There's a company that sells run-off copies of master tapes (this is a somewhat dubious claim because they would likely wear it out). In any case ordinary first-generation copies on 1/4" tape and even good quality cassettes have superb sound. Cassettes in particular suffered a bad reputation because almost everyone played them on poor equipment which wore them out too soon and had awful reproduction. Also the use of cheap tape.

This bit:


LP collector said:


> *Vinyl is unaffected by age*. A clean first pressing from the 1950's will have superior sound now then the master tape from which it was taken.


Is not factual. I have reel-to-reel tapes from the 50s which sound perfect and these have been played previously. Vinyl degrades far more quickly with every playback and is much more delicate. It has a charge that attracts dust, so it's a constant battle to preserve them against pollutants and degradation. Also warping if not stored carefully. 1/4" tape is very robust and although it's not indestructible it can be handled more roughly without major damage - as in when it is spliced. It's not easy to snap good reel-to-reel tape.

Don't misunderstand me, I like vinyl, but it's been mythologised. It was just the best method of technology at the time for making cheaper reproductions for sale to the public, but also has annoying drawbacks. It took me some time to switch over to CD from vinyl and the benefits are clear.
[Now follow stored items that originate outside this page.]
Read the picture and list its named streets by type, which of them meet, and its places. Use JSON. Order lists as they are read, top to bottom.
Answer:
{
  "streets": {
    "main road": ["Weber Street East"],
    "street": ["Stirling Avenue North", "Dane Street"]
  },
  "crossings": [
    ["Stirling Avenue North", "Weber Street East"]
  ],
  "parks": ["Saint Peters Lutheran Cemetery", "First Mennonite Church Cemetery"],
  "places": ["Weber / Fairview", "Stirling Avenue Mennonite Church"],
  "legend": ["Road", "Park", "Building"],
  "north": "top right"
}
CDs are also not 100% perfect, but they are much less stressful to use.


----------



## LP collector (Aug 6, 2016)

I agree vinyl is delicate - more so then tape, but it is unaffected by age where as magnetic tape suffers deterioration in the aging process. As you say music cassettes suffered a poor reputation due to what they were played on, that is my point. Vinyl is much more vulnerable due to poor set up of a turntable then reel to reel or cassette. How many turntables are set up correctly?
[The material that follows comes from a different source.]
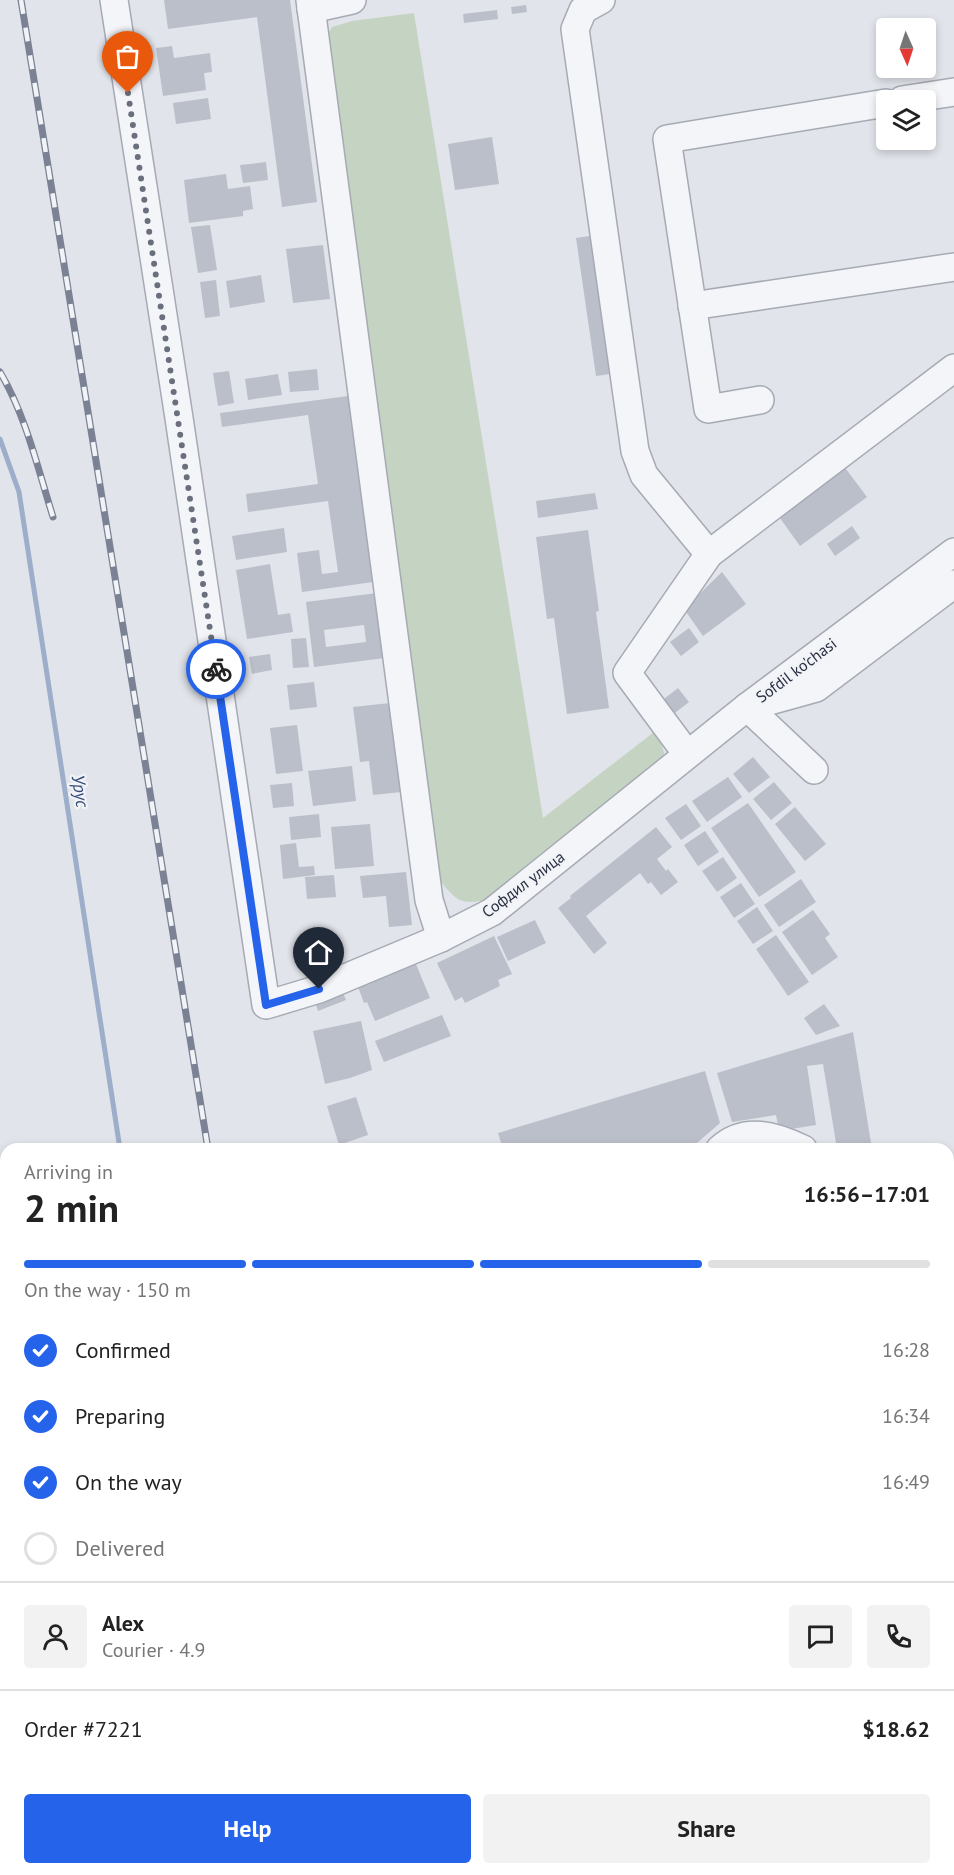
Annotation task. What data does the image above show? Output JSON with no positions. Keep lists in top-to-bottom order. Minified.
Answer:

Although I only listen to vinyl, I completely agree with your last paragraph. A listener needs masochistic tendencies to ignore CD and listen to LP. But every now and again vinyl reaches heights in sound that CD can only dream of. It is a pain though.


----------



## larold (Jul 20, 2017)

I collected classical LPs starting about 1972, shifted to reel-to-reel and cassette, then to CDs and downloads, then in retirement back to LPs. There are still plenty of out-of-print LPs never reintroduced in other formats. The fun for me was the collecting. In recent years most of the places I've sold media (local resale shops in college towns, Princeton Record Exchange, etc.) have made it clear the LP market has dried up. Most of these places say today's resurgence is for interest in CDs.


----------



## Don Fatale (Aug 31, 2009)

I buy and sell a little on Ebay when I have the motivation and I notice classical LP prices are definitely on the up in the last year. A few years ago I was buying collections for (embarrassingly) little money on Ebay. Certainly isn't like that now. Excellent condition chamber music seems strong and isn't so mass market as, say, Karajan Beethoven symphonies. I think string quartets and such sound great on vinyl.


----------



## robertbrook (Oct 13, 2017)

Discogs is a good website with a huge database and forums. It gives various values for different records and also has a marketplace.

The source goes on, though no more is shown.